El papel pintado de la pared estaba pringoso con antiguas manchas de nicotina, el aire era caliente y húmedo, y la barandilla de la escalera parecía embreada.

—Mierda podrida —dijo Rosato cuando empezó a subir la escalera. Tallow trató de adelantarle por un lado, pero Rosato le echó atrás con la mano. Rosato había pasado más tiempo patrullando que Tallow antes de que le hicieran inspector y consideraba que eso le proporcionaba una superioridad innata en la calle. Tallow tenía demasiadas cosas en la cabeza, decía Rosato a la gente. El gran Jim Rosato era un policía de calle.

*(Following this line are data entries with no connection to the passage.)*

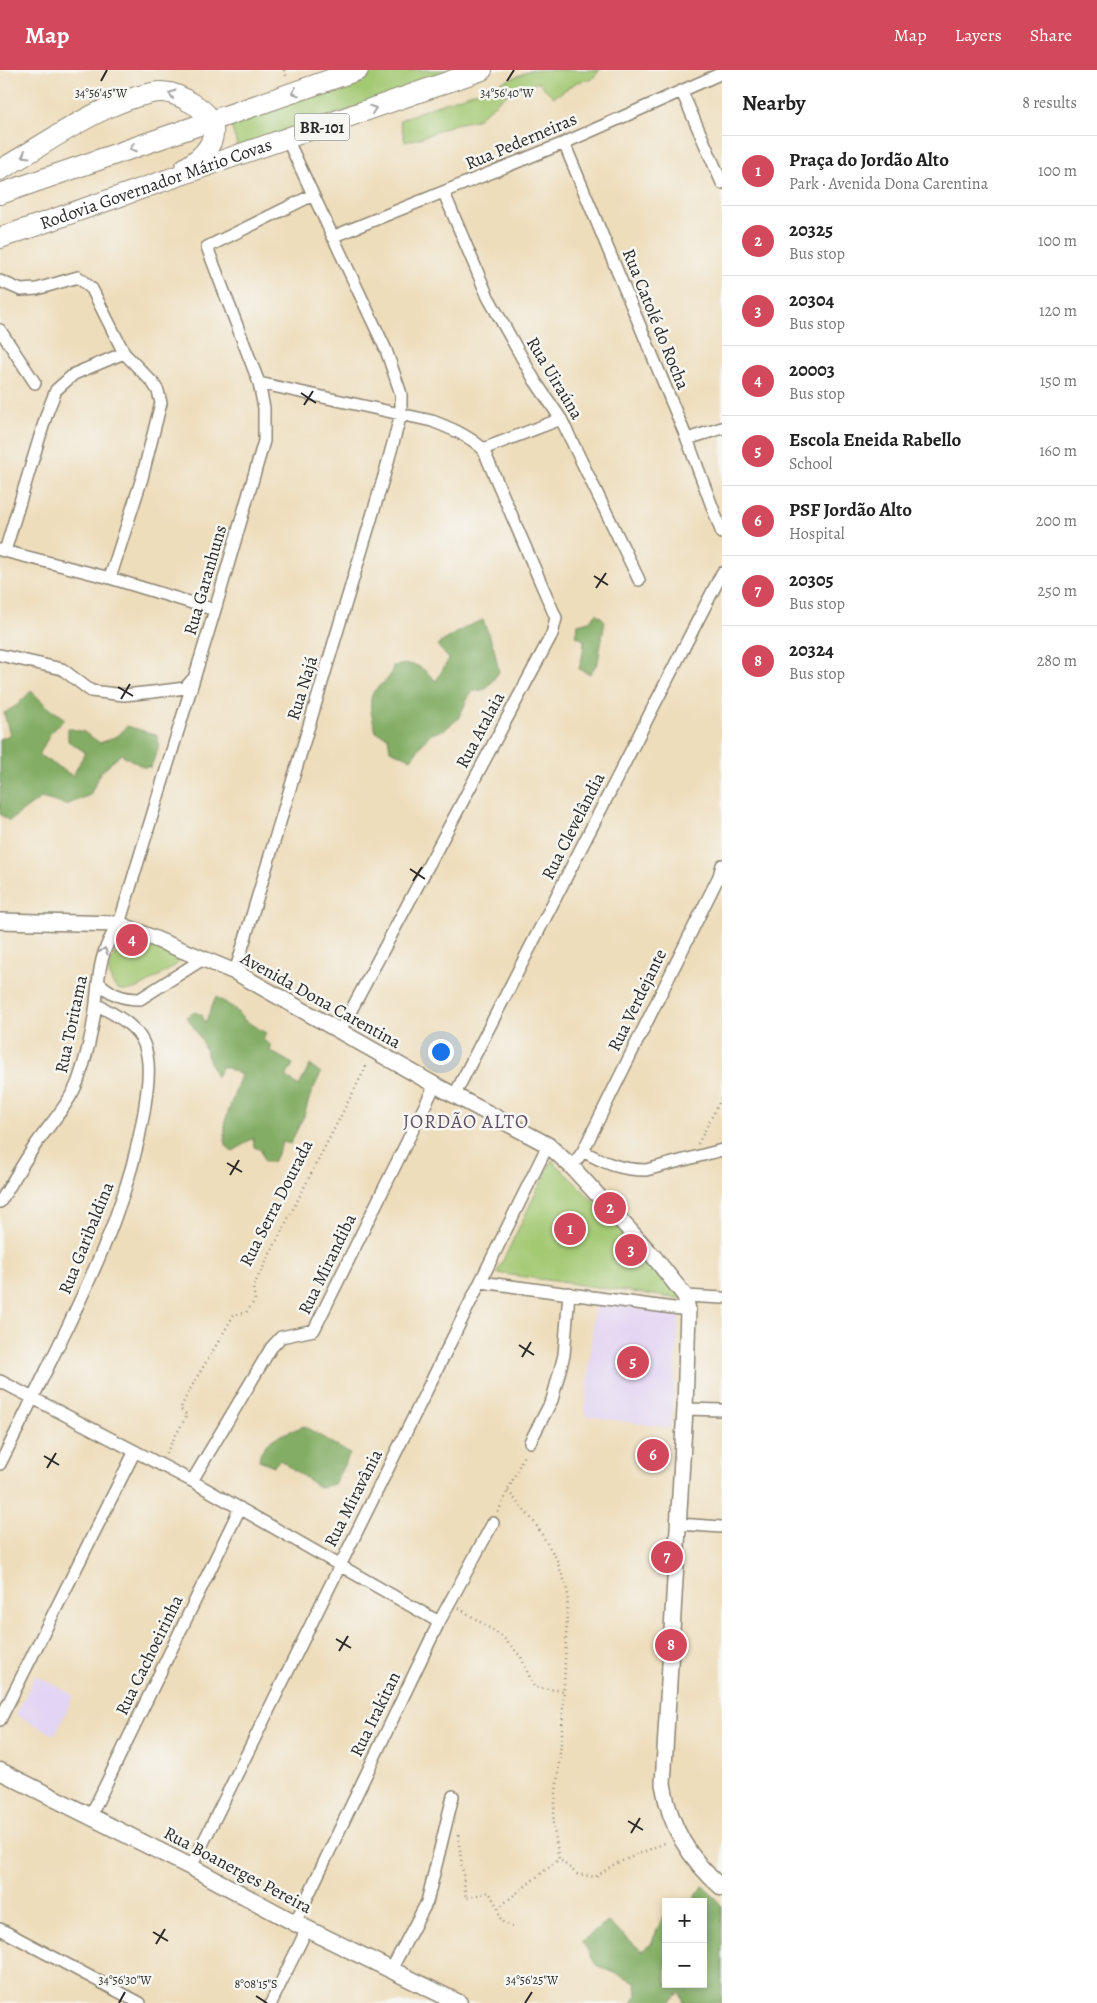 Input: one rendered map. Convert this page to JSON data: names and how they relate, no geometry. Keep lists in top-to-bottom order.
{
  "streets": {
    "highway": ["BR-101", "Rodovia Governador Mário Covas"],
    "main road": ["Rua Boanerges Pereira"],
    "street": [
      "Rua Pederneiras",
      "Rua Catolé do Rocha",
      "Rua Uiraúna",
      "Rua Garanhuns",
      "Rua Najá",
      "Rua Atalaia",
      "Rua Clevelândia",
      "Avenida Dona Carentina",
      "Rua Verdejante",
      "Rua Toritama",
      "Rua Garibaldina",
      "Rua Mirandiba",
      "Rua Miravânia",
      "Rua Cachoeirinha",
      "Rua Irakitan"
    ],
    "path": ["Rua Serra Dourada"]
  },
  "crossings": [
    ["Rua Pederneiras", "Rua Catolé do Rocha"],
    ["Rua Pederneiras", "Rua Uiraúna"],
    ["Rua Pederneiras", "Rua Najá"],
    ["Rodovia Governador Mário Covas", "Rua Najá"],
    ["Rua Garanhuns", "Rua Najá"],
    ["Rua Garanhuns", "Avenida Dona Carentina"],
    ["Rua Garanhuns", "Rua Toritama"],
    ["Rua Najá", "Avenida Dona Carentina"],
    ["Rua Atalaia", "Avenida Dona Carentina"],
    ["Rua Clevelândia", "Avenida Dona Carentina"],
    ["Avenida Dona Carentina", "Rua Verdejante"],
    ["Avenida Dona Carentina", "Rua Toritama"],
    ["Avenida Dona Carentina", "Rua Serra Dourada"],
    ["Avenida Dona Carentina", "Rua Mirandiba"],
    ["Avenida Dona Carentina", "Rua Miravânia"],
    ["Rua Toritama", "Rua Garibaldina"],
    ["Rua Miravânia", "Rua Boanerges Pereira"],
    ["Rua Cachoeirinha", "Rua Boanerges Pereira"],
    ["Rua Irakitan", "Rua Boanerges Pereira"]
  ],
  "districts": ["JORDÃO ALTO"],
  "page": {
    "header": "Map",
    "nav": ["Map", "Layers", "Share"],
    "heading": ["Nearby", "8 results"],
    "list": [
      {
        "mark": "1",
        "name": "Praça do Jordão Alto",
        "note": "Park · Avenida Dona Carentina",
        "value": "100 m"
      },
      {
        "mark": "2",
        "name": "20325",
        "note": "Bus stop",
        "value": "100 m"
      },
      {
        "mark": "3",
        "name": "20304",
        "note": "Bus stop",
        "value": "120 m"
      },
      {
        "mark": "4",
        "name": "20003",
        "note": "Bus stop",
        "value": "150 m"
      },
      {
        "mark": "5",
        "name": "Escola Eneida Rabello",
        "note": "School",
        "value": "160 m"
      },
      {
        "mark": "6",
        "name": "PSF Jordão Alto",
        "note": "Hospital",
        "value": "200 m"
      },
      {
        "mark": "7",
        "name": "20305",
        "note": "Bus stop",
        "value": "250 m"
      },
      {
        "mark": "8",
        "name": "20324",
        "note": "Bus stop",
        "value": "280 m"
      }
    ],
    "pins": [
      "4",
      "2",
      "1",
      "3",
      "5",
      "6",
      "7",
      "8"
    ],
    "map_buttons": ["+", "−"]
  },
  "coordinates": [
    "34°56'45\"W",
    "34°56'40\"W",
    "34°56'30\"W",
    "34°56'25\"W",
    "8°08'15\"S"
  ]
}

La voz del hombre desnudo de la escopeta se proyectaba escalera abajo. Al hombre desnudo de la escopeta al parecer no le gustó nada la carta que le habían metido por debajo de la puerta aquella mañana explicando que el edificio iba a ser comprado por una promotora inmobiliaria y que tenía tres meses para encontrar otro alojamiento. El hombre desnudo de la escopeta iba a liquidar a cualquier gilipollas que intentara quitarle su casa porque aquél era su hogar y nadie podía obligarle a hacer nada que él no quisiera, y además tenía una escopeta. No mencionó que estaba desnudo. Tallow supuso que estaba demasiado enfadado para vestirse.

Llegaron al descansillo del segundo y miraron hacia arriba.

—El hijoputa está en el tercer piso —susurró Rosato.

—Ese tipo está fuera de sí, Jim. Escúchale. Su voz cambia de escala y repite la misma frase. Podríamos limitarnos a esperar hasta que llegue alguien que sepa tratar con locos.

—Léele uno de tus libros de historia. A lo mejor se desmaya y deja caer su escopeta.

—¿En serio?

—En serio, mierda podrida. Todavía no sabemos si ha dado a alguien con ese disparo que hizo. —Rosato siguió adelante, flexionando los dedos en torno a su arma, que le colgaba de la pierna.

Subieron en silencio. La voz se hizo más fuerte. Rosato llegó al descansillo del tercer piso, levantó su pistola y dio un paso antes de manifestar, con un agudo ladrido, que era policía. Y luego dio otro paso más.

La rodilla se doblaba bajo él.

El hombre desnudo de la escopeta asomó en lo alto de la escalera y disparó hacia abajo.

La explosión arrancó el lado superior izquierdo de la cabeza de Jim Rosato. Se escuchó un estallido húmedo cuando una parte de su cerebro chocó contra la pared de la escalera.

Desde donde estaba, tres pasos detrás y a la derecha, Tallow distinguió el ojo de Rosato a unos buenos doce centímetros lejos por detrás de su cabeza y sujeto todavía a la cuenca por un revoltijo de gusanos rojos. En aquel mismo segundo, Tallow comprendió de modo impreciso que en el último momento de vida James Rosato pudo ver a su asesino desde dos ángulos distintos.

El globo ocular de Rosato estalló contra la pared.

El aire denso latía con las reverberaciones de la escopeta.

El sonido del asesino de Jim Rosato que volvía a cargar un cartucho pareció que duraba una eternidad.

Tallow tenía su Glock agarrada con las dos manos, catorce en el cargador y una en la recámara.

El asesino de Jim Rosato era un culturista dado a las hamburguesas y a largos días en el sofá. Temblaba de arriba abajo.

Tallow veía los atenuados ecos de sus músculos debajo del michelín. Tenía calva la coronilla y la cabeza parecía demasiado pequeña para contener un cerebro humano. La polla le colgaba encima de la bolsa de sus huevos como un clítoris gris. Tenía el nombre Regina tatuado de mala manera en el pecho, estirado por sus tetas peludas. John Tallow en aquel momento no conseguía encontrar ningún motivo que le impidiese matar al cabrón, así que hizo cuatro puntos huecos en Regina y un tapón en la pequeña cabeza llena de mierda.

El tapón mandó hacia atrás, haciéndole caer, al asesino de Jim Rosato. Un fino chorro de orina describió el arco de su caída. Se golpeó contra el suelo, tuvo arcadas en un intento autónomo de respirar y murió.

John Tallow, inmóvil de pie, hizo lo posible por respirar. El aire era denso y amargo, con residuos del disparo y de sangre.

Nadie más en el pasillo. Había un agujero en una pared detrás del muerto. Puede que éste hubiera disparado al azar a una pared para atraer la atención de la gente. Puede que sólo estuviera loco.

A Tallow no le importó. Lo que fuera.

La gente se preguntó por qué cojones John Tallow no hizo muchos más esfuerzos por seguir siendo un policía.